The Austin-based nonprofit is attending the Cannes Lions International Festival of Creativity, consulting with leading creatives worldwide through a program sponsored by Fast Company and Microsoft, Inc. Rainforest Partnership was selected to be one of three winners worldwide of Create GOOD, which puts creative industry leaders to work solving the challenges of nonprofits.
“We are energized with the amount and caliber of entries we received for Create GOOD,” said Jonathan Oliver, Global Head of Innovation, Advertising, Microsoft. “While it was tough to narrow the selection to three finalists, we know the selected winners will benefit hugely from the creative problem solving coming out of Cannes. This effort is an integral part of Microsoft’s overall initiative to empower creativity and make the world better.”
Microsoft and Fast Company also chose l’Ecole de Choix, a Haitian trilingual elementary school that offers high-quality education for children living in extreme poverty, and the Paleo-Oncology Research Organization, which studies cancer in ancient societies to gain insight that will help fight the disease today. All three winners will lead a workshop this afternoon and invite conference participants to help solve a creative challenge. Rainforest Partnership’s challenge is to devise a social media campaign to build awareness of climate change among young, digitally connected individuals.
All three winners will also be featured at FC/NY, Fast Company’s weeklong innovation festival in November.
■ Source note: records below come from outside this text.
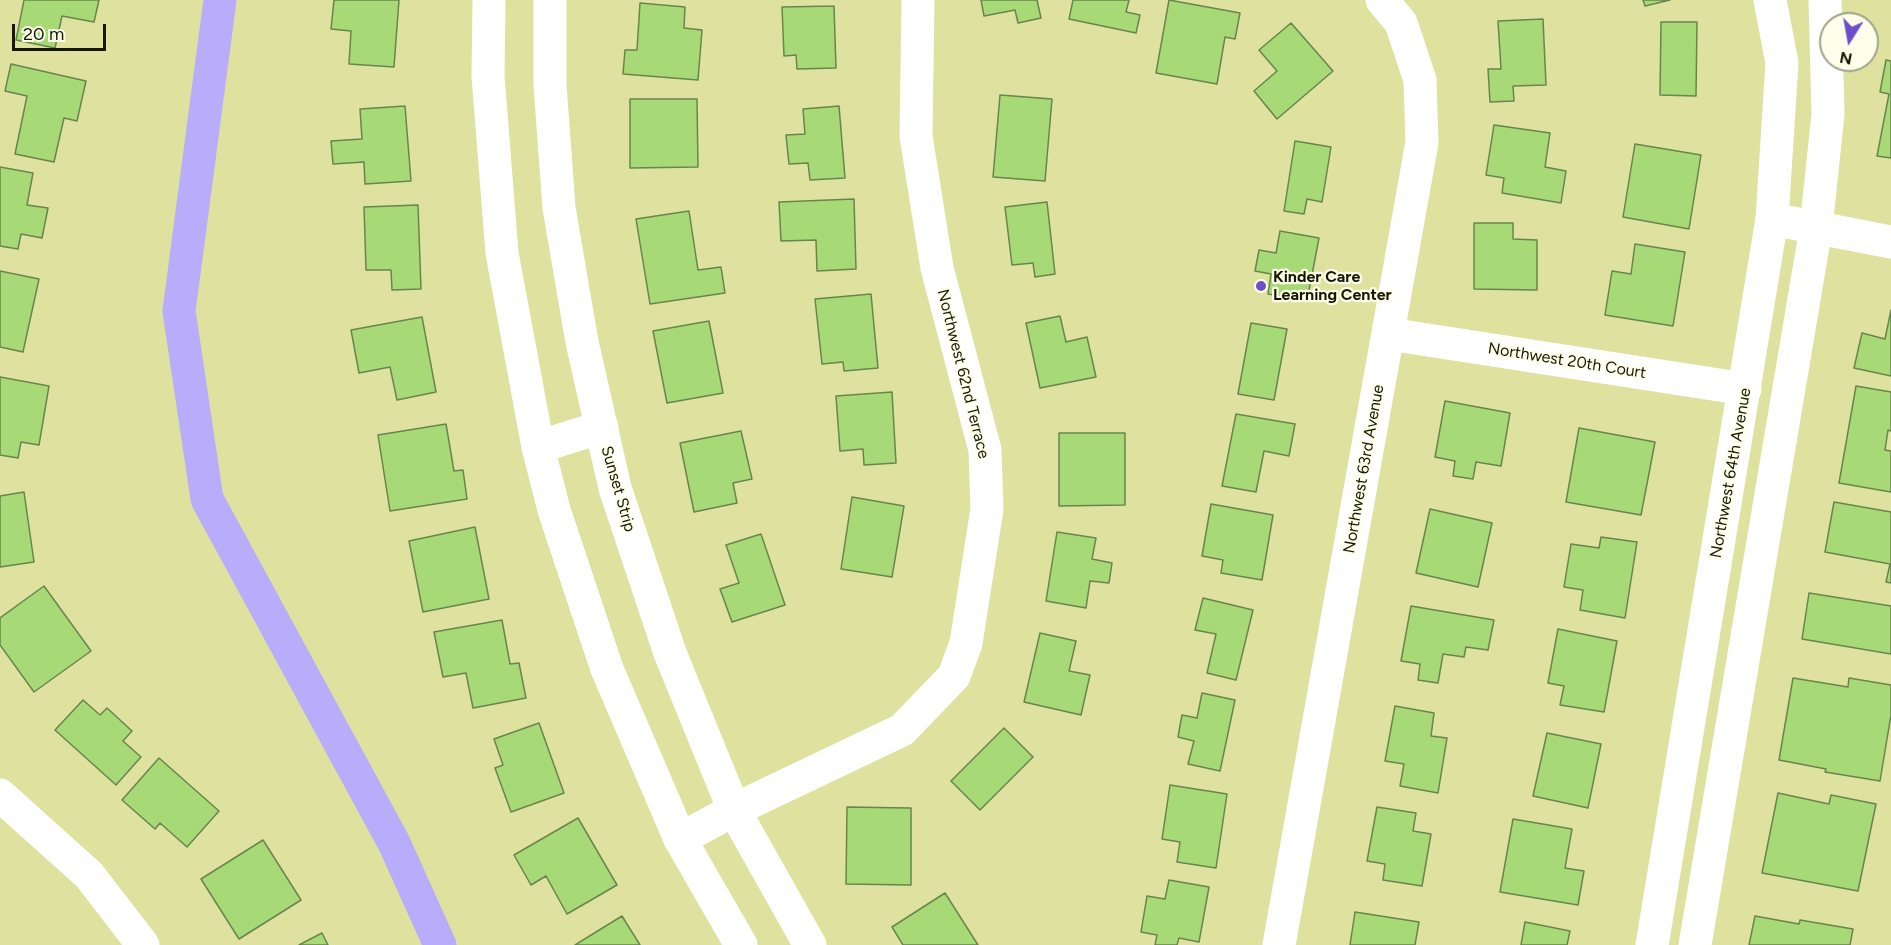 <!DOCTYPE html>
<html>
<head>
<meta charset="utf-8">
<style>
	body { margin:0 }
	#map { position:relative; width:1891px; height:945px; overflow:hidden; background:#dee29e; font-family:Figtree,sans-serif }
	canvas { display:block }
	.north { position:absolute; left:1819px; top:12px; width:60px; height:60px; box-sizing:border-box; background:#fdffeb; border:2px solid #a1a28d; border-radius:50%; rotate:191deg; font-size:16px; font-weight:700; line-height:24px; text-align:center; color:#161700 }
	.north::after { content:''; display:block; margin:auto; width:21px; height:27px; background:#6e4fc8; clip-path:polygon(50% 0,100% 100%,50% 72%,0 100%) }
	.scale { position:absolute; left:12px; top:24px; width:94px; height:27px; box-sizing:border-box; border:3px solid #161700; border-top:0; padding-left:8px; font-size:18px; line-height:21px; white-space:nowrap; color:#161700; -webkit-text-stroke:4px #fdffeb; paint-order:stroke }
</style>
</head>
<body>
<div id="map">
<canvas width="1891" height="945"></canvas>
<div class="north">N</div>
<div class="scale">20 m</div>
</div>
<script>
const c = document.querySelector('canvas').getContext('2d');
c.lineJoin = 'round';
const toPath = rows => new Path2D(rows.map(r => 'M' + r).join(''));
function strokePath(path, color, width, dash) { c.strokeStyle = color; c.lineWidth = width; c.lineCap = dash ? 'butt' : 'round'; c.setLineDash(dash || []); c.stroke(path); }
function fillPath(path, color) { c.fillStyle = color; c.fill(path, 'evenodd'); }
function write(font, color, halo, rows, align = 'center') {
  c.font = font + ' Figtree,sans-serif'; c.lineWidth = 4.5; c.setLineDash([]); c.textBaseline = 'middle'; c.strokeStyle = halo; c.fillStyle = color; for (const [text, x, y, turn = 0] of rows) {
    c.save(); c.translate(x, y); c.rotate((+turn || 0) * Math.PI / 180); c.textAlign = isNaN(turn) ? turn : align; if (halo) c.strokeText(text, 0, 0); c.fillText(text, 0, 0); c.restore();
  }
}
strokePath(toPath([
	[220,0,179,311,207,499,394,843,440,945]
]), '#b9adfb', 33);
const building = toPath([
	[24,0,99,0,94,22,62,16,55,48,16,40,24,0],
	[334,0,399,0,394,67,349,64,351,31,331,29,334,0],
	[981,0,1037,0,1041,18,1018,23,1015,10,984,16,981,0],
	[1073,0,1129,0,1126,12,1140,15,1136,33,1069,19,1073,0],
	[1169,0,1240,13,1235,39,1225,37,1217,84,1156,73,1169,0],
	[1643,0,1670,0,1645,6,1643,0],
	[640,3,685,7,684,28,702,30,698,80,623,74,625,50,637,50,640,3],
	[834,6,836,68,797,69,796,55,784,56,782,7,834,6],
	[1543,19,1546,85,1513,86,1514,101,1490,102,1488,69,1501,69,1498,21,1543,19],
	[1661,22,1697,22,1696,96,1660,95,1661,22],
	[1291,23,1333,71,1277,119,1254,91,1277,71,1259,50,1291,23],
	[1886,60,1891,61,1891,158,1877,156,1889,94,1880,92,1886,60],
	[11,64,86,81,77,121,64,118,54,162,15,154,27,96,5,91,11,64],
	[1000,95,1052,99,1045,181,993,177,1000,95],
	[630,99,697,99,698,167,630,168,630,99],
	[405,106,411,181,365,184,364,162,333,164,331,141,362,139,360,109,405,106],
	[839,106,845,178,810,180,808,163,789,164,786,135,805,134,803,109,839,106],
	[1494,125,1550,133,1545,167,1566,171,1561,203,1502,193,1504,178,1486,175,1494,125],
	[1295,141,1331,147,1322,202,1307,199,1304,214,1284,211,1295,141],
	[1635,144,1701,155,1689,229,1623,217,1635,144],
	[0,167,33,173,27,205,48,208,42,238,21,234,18,249,0,246,0,167],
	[854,199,856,269,817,271,816,240,781,241,779,202,854,199],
	[1047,202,1055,274,1035,277,1033,263,1012,265,1005,207,1047,202],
	[418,205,421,289,392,290,391,270,366,270,364,207,418,205],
	[689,211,698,270,721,267,725,293,650,304,636,219,689,211],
	[1474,223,1513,223,1513,239,1537,240,1537,290,1474,289,1474,223],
	[1280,231,1319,238,1307,301,1268,294,1271,274,1255,271,1259,250,1276,253,1280,231],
	[1635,244,1685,252,1673,326,1605,315,1612,271,1631,274,1635,244],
	[0,271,39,279,23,352,0,347,0,271],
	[871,294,878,368,844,371,843,362,822,364,815,299,871,294],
	[1891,310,1891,376,1854,368,1862,333,1885,339,1891,310],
	[1060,316,1066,342,1087,337,1096,377,1040,388,1026,323,1060,316],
	[422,317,436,392,397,400,390,367,359,373,351,330,422,317],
	[709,321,723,393,667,403,653,331,709,321],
	[1251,323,1287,329,1274,400,1238,394,1251,323],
	[0,377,49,386,39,445,21,442,18,458,0,455,0,377],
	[1856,386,1891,392,1891,431,1888,430,1885,450,1891,451,1891,492,1839,483,1856,386],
	[892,392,896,463,864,465,863,449,840,451,836,396,892,392],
	[1445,401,1510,413,1501,466,1476,462,1473,479,1453,476,1455,461,1435,457,1445,401],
	[1236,414,1295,424,1289,456,1264,451,1256,492,1222,486,1236,414],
	[446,424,454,471,463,470,467,499,390,511,378,435,446,424],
	[1579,428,1655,442,1641,515,1566,502,1579,428],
	[741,431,752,479,733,483,737,503,694,512,680,443,741,431],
	[1059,433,1125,433,1125,505,1059,506,1059,433],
	[24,492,34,562,0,567,0,496,24,492],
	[852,497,904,506,892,577,841,569,852,497],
	[1834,502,1891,512,1891,583,1886,582,1890,564,1825,552,1834,502],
	[1211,504,1273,515,1262,580,1221,573,1223,560,1202,556,1211,504],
	[1430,509,1492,523,1478,587,1416,573,1430,509],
	[475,527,489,599,423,612,409,541,475,527],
	[1057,532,1096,538,1092,559,1112,563,1109,583,1090,581,1086,608,1046,601,1057,532],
	[761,534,785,605,732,622,720,589,739,583,726,545,761,534],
	[1601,537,1637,542,1625,618,1580,610,1583,590,1564,587,1571,544,1599,548,1601,537],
	[44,586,91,651,34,692,0,645,0,618,44,586],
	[1809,593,1891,606,1891,654,1802,639,1809,593],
	[1203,598,1253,610,1236,680,1207,673,1216,634,1195,630,1203,598],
	[1411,606,1494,620,1488,650,1466,647,1464,657,1443,654,1438,683,1418,680,1420,664,1401,661,1411,606],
	[502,620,510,664,519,663,526,698,473,708,466,673,443,677,434,632,502,620],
	[1558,629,1617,641,1604,712,1560,705,1564,686,1548,683,1558,629],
	[1040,633,1076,641,1069,671,1090,675,1081,715,1024,702,1040,633],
	[1793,678,1848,687,1849,678,1891,685,1891,715,1880,781,1825,772,1826,769,1779,760,1793,678],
	[1202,693,1235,700,1220,771,1188,764,1194,741,1178,737,1182,715,1197,718,1202,693],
	[83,700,100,715,107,708,132,731,123,741,141,757,116,785,55,730,83,700],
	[1395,706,1434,713,1431,736,1447,738,1438,793,1400,786,1404,764,1385,761,1395,706],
	[539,723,564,793,511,812,495,768,503,765,494,739,539,723],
	[1004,728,1033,757,980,810,951,781,1004,728],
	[1547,733,1601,744,1588,808,1533,796,1547,733],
	[159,758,219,811,187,847,160,823,155,829,122,800,159,758],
	[1170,785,1227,794,1216,868,1177,862,1180,842,1162,839,1170,785],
	[1778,793,1829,804,1831,795,1876,804,1858,891,1762,873,1778,793],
	[847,807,911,808,911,885,846,884,847,807],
	[1377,807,1416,813,1413,831,1431,834,1422,886,1383,880,1385,864,1367,861,1377,807],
	[578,818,617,885,567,914,546,876,531,885,514,855,578,818],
	[1513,819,1572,829,1565,868,1584,871,1578,905,1500,892,1513,819],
	[263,840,301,900,239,939,201,879,263,840],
	[1169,880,1209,887,1199,942,1179,938,1177,945,1155,945,1157,935,1141,932,1147,896,1165,899,1169,880],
	[945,893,978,945,903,945,892,927,945,893],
	[1355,912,1419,922,1415,945,1350,945,1355,912],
	[622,916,640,945,575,945,622,916],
	[1755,916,1799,924,1800,920,1853,929,1850,945,1749,945,1755,916],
	[1525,922,1570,931,1567,945,1521,945,1525,922],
	[322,933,328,945,299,945,322,933]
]);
fillPath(building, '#a8d977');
strokePath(building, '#69854d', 1.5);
strokePath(toPath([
	[1772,219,1891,242],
	[1389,334,1745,389],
	[538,447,602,427],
	[0,795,89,875,143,945],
	[680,839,734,810,902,730,954,676,966,643,987,509,985,450,937,268,916,136,918,0],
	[1279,945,1422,142,1420,80,1401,23,1382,0]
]), '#fff', 33);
strokePath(toPath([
	[489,0,488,76,502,253,538,447,554,510,607,669,680,839,741,945],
	[550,0,550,85,559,208,582,342,615,488,670,653,734,810,810,945],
	[1652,945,1772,219,1782,63,1770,0],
	[1695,945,1816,228,1828,114,1825,0]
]), '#fff', 33);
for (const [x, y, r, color] of [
	[1261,286,6,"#6e4fc8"]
]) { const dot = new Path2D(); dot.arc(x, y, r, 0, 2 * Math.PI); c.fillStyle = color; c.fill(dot); strokePath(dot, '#fdffeb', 2); }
write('bold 16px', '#161700', '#fdffeb', [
	["Kinder Care",1273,277],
	["Learning Center",1273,295]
], 'left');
write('16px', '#161700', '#fdffeb', [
	["Northwest 20th Court",1567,361,9],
	["Northwest 62nd Terrace",963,374,76],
	["Northwest 63rd Avenue",1364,469,-80],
	["Northwest 64th Avenue",1731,473,-80],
	["Sunset Strip",618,489,74]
]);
</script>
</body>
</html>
“This is a great opportunity for Rainforest Partnership to change the way young people think about climate change,” said Melissa Matherne, Director of Communications at Rainforest Partnership. “Most people think there’s nothing they can do themselves to solve such an enormous, global problem. Our challenge is to bring it down to a human scale, so all of us can chip away at it with everything we do.” Rainforest Partnership’s Ms. Matherne will be leading the workshop in Cannes.
Rainforest Partnership protects Amazon rainforests by finding economic opportunities among the goods and services naturally found in the forest. “When rainforest communities have an economic stake in keeping the forest intact, they protect the forest and make an income that allows them to pay for health care and their kids’ education,” said Niyanta Spelman, executive director. “When rainforest communities protect their forests, they do it for themselves and all of us everywhere,” Ms. Spelman said.
Rainforest Partnership protects Amazon rainforests by finding economic opportunities among the goods and services naturally found in the forest.